An early trip to the cinema to beat the certificate and see a proper 18 certificate film, William Friedkin’s hot-as-asphalt thriller set me back a cool 50 pence back in 1985. The draw was that this came from the director of The French Connection, and had a car chase; that was more than enough to send me to a matinee performance that set a high bar for my expectations of big-screen entertainment. Straight out of the gate, this is no ordinary cop-show; writer Gerald Petievich was a former US Secret Service agent, and it shows. We looking at a war on crime where men and women are cannon fodder on both sides., and everyone has a chance to live and die in L.A.
So we start in Century City, and a presidential motorcade on its way to a hotel. Agents Jimmy Hart (Michael Greene) and Richard Chance (William Petersen) manage to foil a suicide bomber after a rooftop stand-off, but know that they’re ‘getting too old for this sh*t.’ Hart is killed investigating a counterfeit operation, so Chance pairs up with newbie John Vukovich (John Pankow) to take down arty criminal Masters (Willem Dafoe).
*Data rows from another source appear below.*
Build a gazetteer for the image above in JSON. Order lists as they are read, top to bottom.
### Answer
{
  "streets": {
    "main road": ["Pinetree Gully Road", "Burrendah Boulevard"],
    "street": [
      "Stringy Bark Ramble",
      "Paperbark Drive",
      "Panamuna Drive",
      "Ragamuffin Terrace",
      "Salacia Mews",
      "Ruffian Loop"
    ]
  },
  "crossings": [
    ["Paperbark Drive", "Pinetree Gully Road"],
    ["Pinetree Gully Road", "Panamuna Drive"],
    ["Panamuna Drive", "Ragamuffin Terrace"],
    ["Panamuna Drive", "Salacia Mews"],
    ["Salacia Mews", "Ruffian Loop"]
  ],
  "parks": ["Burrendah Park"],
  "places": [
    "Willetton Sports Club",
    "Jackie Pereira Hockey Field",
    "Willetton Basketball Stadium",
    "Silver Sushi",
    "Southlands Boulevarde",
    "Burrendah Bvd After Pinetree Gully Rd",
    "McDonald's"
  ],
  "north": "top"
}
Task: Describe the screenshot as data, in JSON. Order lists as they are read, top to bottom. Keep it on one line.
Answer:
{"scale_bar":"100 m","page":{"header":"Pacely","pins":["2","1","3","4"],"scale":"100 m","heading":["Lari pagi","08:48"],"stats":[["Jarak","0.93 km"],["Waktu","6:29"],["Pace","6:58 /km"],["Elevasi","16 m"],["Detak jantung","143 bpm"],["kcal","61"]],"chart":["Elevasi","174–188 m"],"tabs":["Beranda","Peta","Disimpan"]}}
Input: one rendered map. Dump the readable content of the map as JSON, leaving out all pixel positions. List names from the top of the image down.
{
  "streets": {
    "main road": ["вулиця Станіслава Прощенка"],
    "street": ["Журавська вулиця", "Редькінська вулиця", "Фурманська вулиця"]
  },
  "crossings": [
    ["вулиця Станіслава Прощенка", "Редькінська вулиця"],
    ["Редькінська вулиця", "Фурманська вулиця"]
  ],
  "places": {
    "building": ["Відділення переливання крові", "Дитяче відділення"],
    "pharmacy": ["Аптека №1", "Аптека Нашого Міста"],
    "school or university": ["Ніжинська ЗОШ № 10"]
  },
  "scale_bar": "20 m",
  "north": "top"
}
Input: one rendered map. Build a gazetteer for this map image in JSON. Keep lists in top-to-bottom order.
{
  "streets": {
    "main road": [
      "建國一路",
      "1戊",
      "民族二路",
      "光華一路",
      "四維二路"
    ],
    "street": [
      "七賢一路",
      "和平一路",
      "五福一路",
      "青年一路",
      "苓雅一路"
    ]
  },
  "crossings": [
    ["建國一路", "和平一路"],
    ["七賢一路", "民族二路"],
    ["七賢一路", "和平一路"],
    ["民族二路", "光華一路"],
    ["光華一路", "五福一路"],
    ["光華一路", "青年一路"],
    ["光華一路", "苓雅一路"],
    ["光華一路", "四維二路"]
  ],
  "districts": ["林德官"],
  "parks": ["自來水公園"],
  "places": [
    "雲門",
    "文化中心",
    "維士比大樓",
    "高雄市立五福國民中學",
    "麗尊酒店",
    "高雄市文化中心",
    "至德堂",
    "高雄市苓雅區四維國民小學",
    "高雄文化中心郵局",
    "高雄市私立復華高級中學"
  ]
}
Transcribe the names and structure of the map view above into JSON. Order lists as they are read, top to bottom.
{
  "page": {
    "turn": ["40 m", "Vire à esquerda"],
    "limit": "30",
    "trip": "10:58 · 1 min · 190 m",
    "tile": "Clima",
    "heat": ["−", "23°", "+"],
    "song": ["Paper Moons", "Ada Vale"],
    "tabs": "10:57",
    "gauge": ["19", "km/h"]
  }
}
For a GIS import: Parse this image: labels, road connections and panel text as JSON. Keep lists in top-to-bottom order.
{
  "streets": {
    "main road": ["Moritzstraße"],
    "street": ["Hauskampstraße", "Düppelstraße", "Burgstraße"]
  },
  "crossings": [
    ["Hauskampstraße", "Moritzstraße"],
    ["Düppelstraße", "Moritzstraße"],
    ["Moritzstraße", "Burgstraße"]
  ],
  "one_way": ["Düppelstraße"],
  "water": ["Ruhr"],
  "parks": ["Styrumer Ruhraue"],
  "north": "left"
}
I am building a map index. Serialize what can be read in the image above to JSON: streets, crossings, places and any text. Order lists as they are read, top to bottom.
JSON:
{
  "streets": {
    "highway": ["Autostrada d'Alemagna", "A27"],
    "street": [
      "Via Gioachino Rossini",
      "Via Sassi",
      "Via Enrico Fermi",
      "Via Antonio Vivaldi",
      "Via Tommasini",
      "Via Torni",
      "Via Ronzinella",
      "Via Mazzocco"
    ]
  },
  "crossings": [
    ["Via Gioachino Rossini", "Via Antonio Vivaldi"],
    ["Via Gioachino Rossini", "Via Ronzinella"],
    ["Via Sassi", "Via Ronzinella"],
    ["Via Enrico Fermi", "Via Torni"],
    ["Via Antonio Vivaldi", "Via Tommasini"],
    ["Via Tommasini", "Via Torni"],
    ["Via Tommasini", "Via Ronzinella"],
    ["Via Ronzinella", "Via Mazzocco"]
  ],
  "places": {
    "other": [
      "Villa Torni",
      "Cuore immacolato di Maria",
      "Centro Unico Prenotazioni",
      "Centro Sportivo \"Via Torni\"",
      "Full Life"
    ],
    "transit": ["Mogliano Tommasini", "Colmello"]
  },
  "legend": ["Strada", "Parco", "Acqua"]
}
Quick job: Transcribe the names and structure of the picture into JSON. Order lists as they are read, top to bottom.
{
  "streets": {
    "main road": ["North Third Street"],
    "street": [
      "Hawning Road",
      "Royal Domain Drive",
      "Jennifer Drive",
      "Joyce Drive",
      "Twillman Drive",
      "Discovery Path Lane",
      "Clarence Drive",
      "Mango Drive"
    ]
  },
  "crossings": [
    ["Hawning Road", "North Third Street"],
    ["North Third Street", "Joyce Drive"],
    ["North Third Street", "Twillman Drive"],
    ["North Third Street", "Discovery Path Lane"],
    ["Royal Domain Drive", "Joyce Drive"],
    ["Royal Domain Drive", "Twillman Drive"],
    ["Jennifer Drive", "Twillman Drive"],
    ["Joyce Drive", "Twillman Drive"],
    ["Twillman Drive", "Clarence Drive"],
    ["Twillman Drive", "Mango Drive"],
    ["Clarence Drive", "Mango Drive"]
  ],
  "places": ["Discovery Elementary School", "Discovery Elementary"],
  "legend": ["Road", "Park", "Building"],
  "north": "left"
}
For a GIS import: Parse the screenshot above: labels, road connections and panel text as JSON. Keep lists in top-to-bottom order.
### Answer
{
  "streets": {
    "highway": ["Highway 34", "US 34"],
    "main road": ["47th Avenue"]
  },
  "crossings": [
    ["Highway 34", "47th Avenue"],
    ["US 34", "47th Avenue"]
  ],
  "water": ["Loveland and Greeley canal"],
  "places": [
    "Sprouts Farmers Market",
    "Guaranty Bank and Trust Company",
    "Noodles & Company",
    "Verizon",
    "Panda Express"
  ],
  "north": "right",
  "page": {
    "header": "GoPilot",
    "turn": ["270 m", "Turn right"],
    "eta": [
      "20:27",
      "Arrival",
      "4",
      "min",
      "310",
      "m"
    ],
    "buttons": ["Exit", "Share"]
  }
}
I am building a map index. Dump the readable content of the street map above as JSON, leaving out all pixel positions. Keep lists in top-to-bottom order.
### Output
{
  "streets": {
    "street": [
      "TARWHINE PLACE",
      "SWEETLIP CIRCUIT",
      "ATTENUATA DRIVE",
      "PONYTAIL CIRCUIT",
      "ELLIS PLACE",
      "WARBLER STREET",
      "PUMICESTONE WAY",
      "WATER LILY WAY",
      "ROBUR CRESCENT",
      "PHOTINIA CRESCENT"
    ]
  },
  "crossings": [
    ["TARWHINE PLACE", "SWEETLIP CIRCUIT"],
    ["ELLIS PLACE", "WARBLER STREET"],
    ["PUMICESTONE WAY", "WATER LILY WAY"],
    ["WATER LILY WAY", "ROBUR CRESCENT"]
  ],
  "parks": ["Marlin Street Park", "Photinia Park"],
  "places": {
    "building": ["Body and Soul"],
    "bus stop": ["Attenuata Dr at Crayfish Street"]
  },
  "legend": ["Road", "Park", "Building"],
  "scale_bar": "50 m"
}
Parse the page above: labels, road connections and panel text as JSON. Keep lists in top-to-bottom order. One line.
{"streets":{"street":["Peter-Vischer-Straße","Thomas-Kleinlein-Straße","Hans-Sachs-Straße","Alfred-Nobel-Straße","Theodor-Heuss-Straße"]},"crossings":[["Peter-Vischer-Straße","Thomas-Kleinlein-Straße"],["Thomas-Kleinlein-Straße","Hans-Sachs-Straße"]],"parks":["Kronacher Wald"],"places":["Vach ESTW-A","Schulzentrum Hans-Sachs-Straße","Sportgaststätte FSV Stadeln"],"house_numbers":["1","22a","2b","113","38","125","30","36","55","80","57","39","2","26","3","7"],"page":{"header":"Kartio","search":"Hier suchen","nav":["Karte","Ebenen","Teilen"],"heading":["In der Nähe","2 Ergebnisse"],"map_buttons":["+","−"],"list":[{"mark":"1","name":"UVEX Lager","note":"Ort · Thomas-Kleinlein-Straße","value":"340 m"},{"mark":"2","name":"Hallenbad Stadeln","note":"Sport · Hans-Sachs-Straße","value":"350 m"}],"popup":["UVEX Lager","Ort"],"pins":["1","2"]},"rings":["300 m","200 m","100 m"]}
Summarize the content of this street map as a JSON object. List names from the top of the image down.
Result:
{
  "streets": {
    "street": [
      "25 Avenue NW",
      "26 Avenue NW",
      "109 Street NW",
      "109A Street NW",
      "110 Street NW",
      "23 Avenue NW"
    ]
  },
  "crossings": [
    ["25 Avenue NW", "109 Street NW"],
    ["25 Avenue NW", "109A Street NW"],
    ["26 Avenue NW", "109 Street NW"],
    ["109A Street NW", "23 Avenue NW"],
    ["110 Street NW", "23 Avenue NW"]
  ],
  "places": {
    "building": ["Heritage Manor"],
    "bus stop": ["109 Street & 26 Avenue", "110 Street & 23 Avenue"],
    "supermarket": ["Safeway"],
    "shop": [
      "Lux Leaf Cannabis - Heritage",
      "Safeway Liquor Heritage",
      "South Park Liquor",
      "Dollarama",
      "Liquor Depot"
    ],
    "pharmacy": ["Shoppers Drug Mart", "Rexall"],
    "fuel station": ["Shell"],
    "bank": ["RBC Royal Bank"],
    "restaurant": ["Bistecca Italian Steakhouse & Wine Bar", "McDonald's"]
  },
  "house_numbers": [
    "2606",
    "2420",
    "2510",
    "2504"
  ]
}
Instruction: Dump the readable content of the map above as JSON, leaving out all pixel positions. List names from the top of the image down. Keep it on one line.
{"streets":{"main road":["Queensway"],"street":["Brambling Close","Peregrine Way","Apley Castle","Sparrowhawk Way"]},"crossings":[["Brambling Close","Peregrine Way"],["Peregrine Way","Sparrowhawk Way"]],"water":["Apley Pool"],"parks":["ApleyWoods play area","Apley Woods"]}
Initially small-time crook Carl Cody (John Turturro) looks like a way in for the cops, but when Cody escapes from Chance, the cops mistakenly hope to work an undercover sting that goes south. When a tip-off leads to the dynamic duo picking up a diamond merchant at LA’s Union Station, things go south as the cops find the entire city shooting at them, and their best escape is the wrong way up an eight-lane motorway at rush hour…
Most car-chase fans put this at near the top of their best-ever lists, and they’re right. There’s not a bad shot it in, but it also opens up the story of the film in an alarming way. The cops have no way of knowing that the man they’ve lifted is an undercover agent, and their deepening incredulity as agent after agent starts firing on them makes for a surreal, exciting scene. But Friedkin gets all the details right, from the destructive/constructive bent of Dafoe’s sleazy art-dealer to the elaborate counterfeit process he organises. Petersen does well with the nihilistic nature of his anything–goes character (”I’m a bag-man and I don’t give a sh*t about how I do it.’), while Pankow’s scenes with Dean Stockwell as a crooked lawyer are choice. That hard-bitten, sweary dialogue (”If you want bread, **** a baker’ or “I promise not to **** in your *****’) probably kept this one off the TV and away from the Miami Vice/ CSI crowd, but there’s no point in complaining; this is one tough movie from soup to nuts.
A gripping foot chase through LA airport, a wrap-around fantastic percussive soundtrack by Wang Chung, Robert Downey Sr; there’s all kinds of attractions here, but the main meal needs no garnish. Police movies are ten a penny; To Live And Die in L.A. has the ground-rush of Michael Mann at his best, but also taps into the neo-noir energy of LA in a way that few films have. A blast of hard-bitten downbeat action, Friedkin’s film lives hard and dies harder in a way few movies do.